5 de março de 2025, às 12h00

Presidente dos Estados Unidos, Donald Trump, e primeiro-ministro de Israel, Benjamin Netanyahu, durante coletiva de imprensa na Casa Branca, em Washington DC, em 4 de fevereiro de 2025 [Celal Günes/Agência Anadolu]

Embora o plano do presidente dos Estados Unidos, Donald Trump, para levar à cabo os esforços de limpeza étnica contra os palestinos de Gaza e criar sua “Riviera do Oriente Média” tenha sido, em ampla maioria, rechaçado pelo restante do planeta, a proposta do Egito permanece sobretudo sem resposta. O que se destaca dos poucos detalhes a que temos acesso, até então, é a insistência em eliminar o movimento Hamas da arena política.

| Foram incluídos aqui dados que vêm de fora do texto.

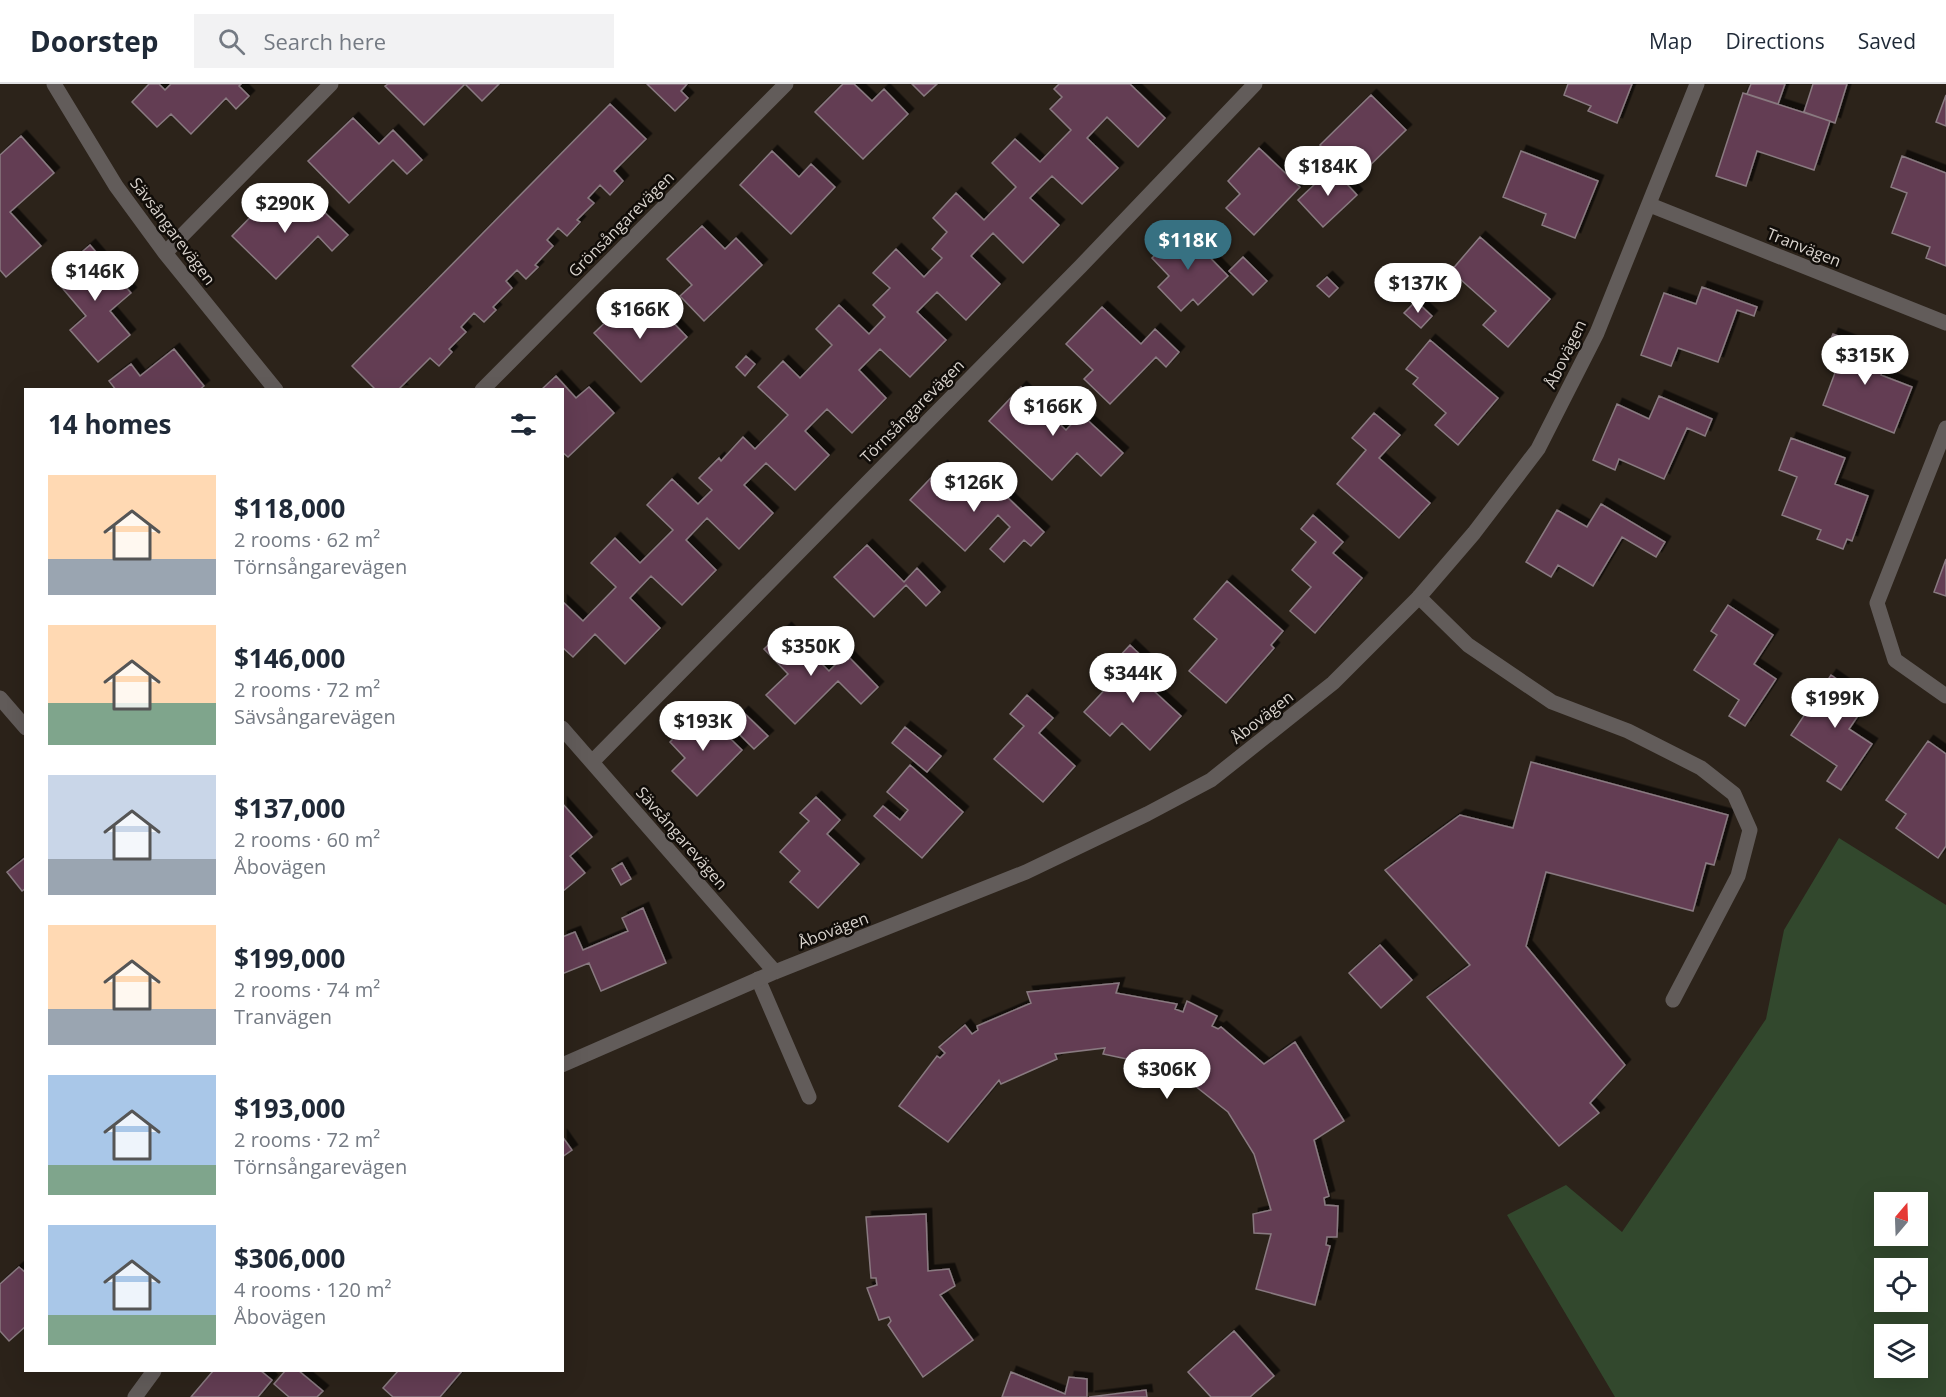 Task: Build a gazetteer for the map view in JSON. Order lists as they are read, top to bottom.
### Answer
{
  "streets": {
    "street": [
      "Grönsångarevägen",
      "Sävsångarevägen",
      "Tranvägen",
      "Åbovägen",
      "Törnsångarevägen"
    ]
  },
  "crossings": [
    ["Sävsångarevägen", "Åbovägen"],
    ["Sävsångarevägen", "Törnsångarevägen"],
    ["Tranvägen", "Åbovägen"]
  ],
  "north": "top",
  "page": {
    "header": "Doorstep",
    "search": "Search here",
    "nav": ["Map", "Directions", "Saved"],
    "price": [
      "$184K",
      "$290K",
      "$118K",
      "$146K",
      "$137K",
      "$166K",
      "$315K",
      "$166K",
      "$126K",
      "$350K",
      "$344K",
      "$199K",
      "$193K",
      "$306K"
    ],
    "heading": "14 homes",
    "list": [
      {
        "name": "$118,000",
        "note": "2 rooms · 62 m² · Törnsångarevägen"
      },
      {
        "name": "$146,000",
        "note": "2 rooms · 72 m² · Sävsångarevägen"
      },
      {
        "name": "$137,000",
        "note": "2 rooms · 60 m² · Åbovägen"
      },
      {
        "name": "$199,000",
        "note": "2 rooms · 74 m² · Tranvägen"
      },
      {
        "name": "$193,000",
        "note": "2 rooms · 72 m² · Törnsångarevägen"
      },
      {
        "name": "$306,000",
        "note": "4 rooms · 120 m² · Åbovägen"
      }
    ]
  }
} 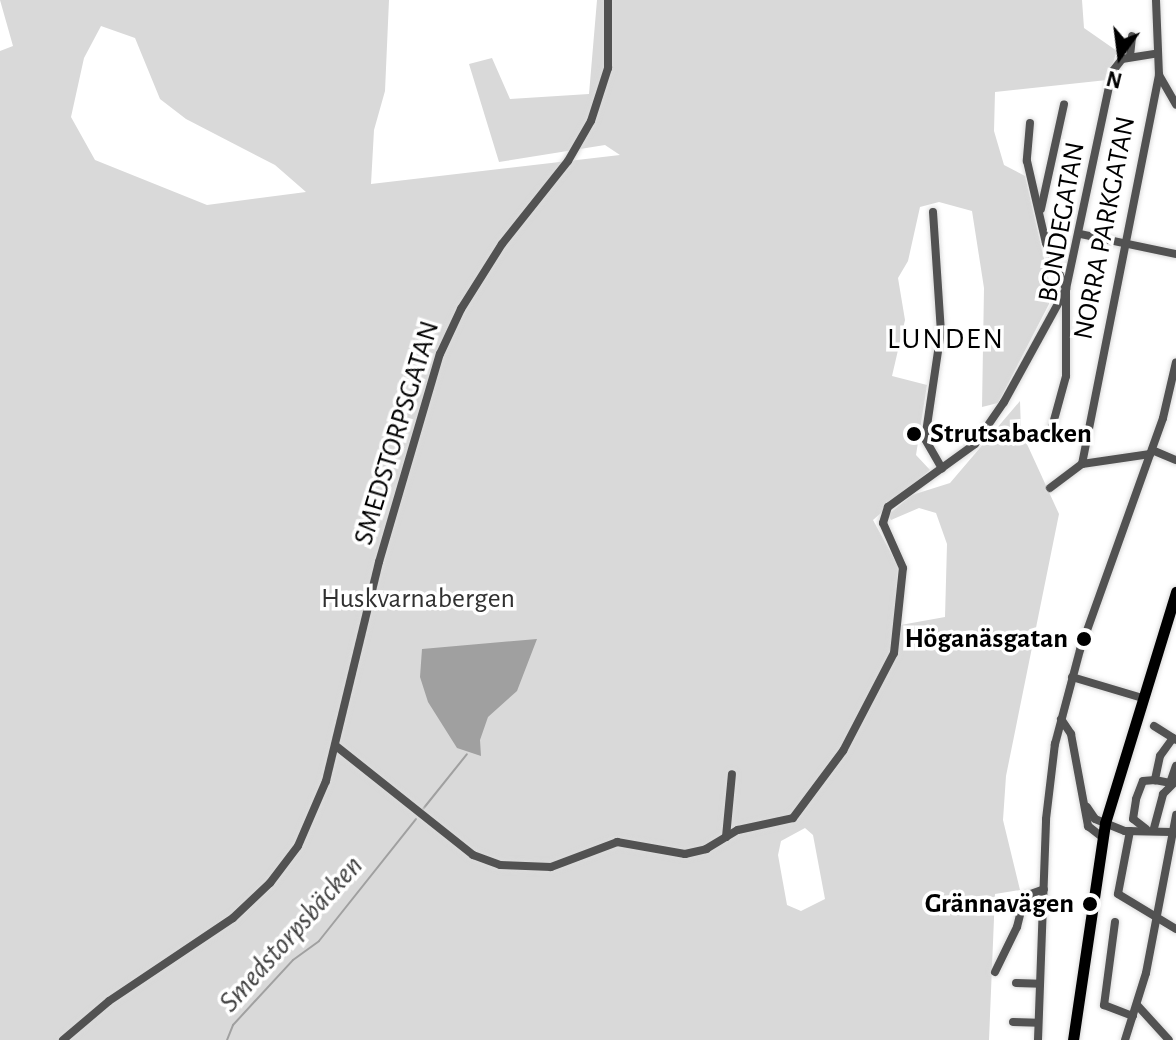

“Não haverá recursos internacionais consideráveis para reabilitação e reconstrução de Gaza caso o Hamas permaneça como um elemento dominante político e militar, com o controle da governança local”, reportou a Reuters.

O plano vislumbra a criação de uma Missão de Governança Assistida para substituir o Hamas em Gaza. Para preencher a lacuna na segurança local, o plano prevê a formação de uma Força de Estabilização Internacional com participação dos Estados árabes, a ser regulada por um conselho global que inclua países árabes e islâmicos, Estados Unidos, Reino Unido, União Europeia e seus Estados-membros. A Autoridade Palestina também parece ter sido descartada pelo plano do Cairo.

O Hamas, contudo, não aceitará qualquer ingerência estrangeira em Gaza. 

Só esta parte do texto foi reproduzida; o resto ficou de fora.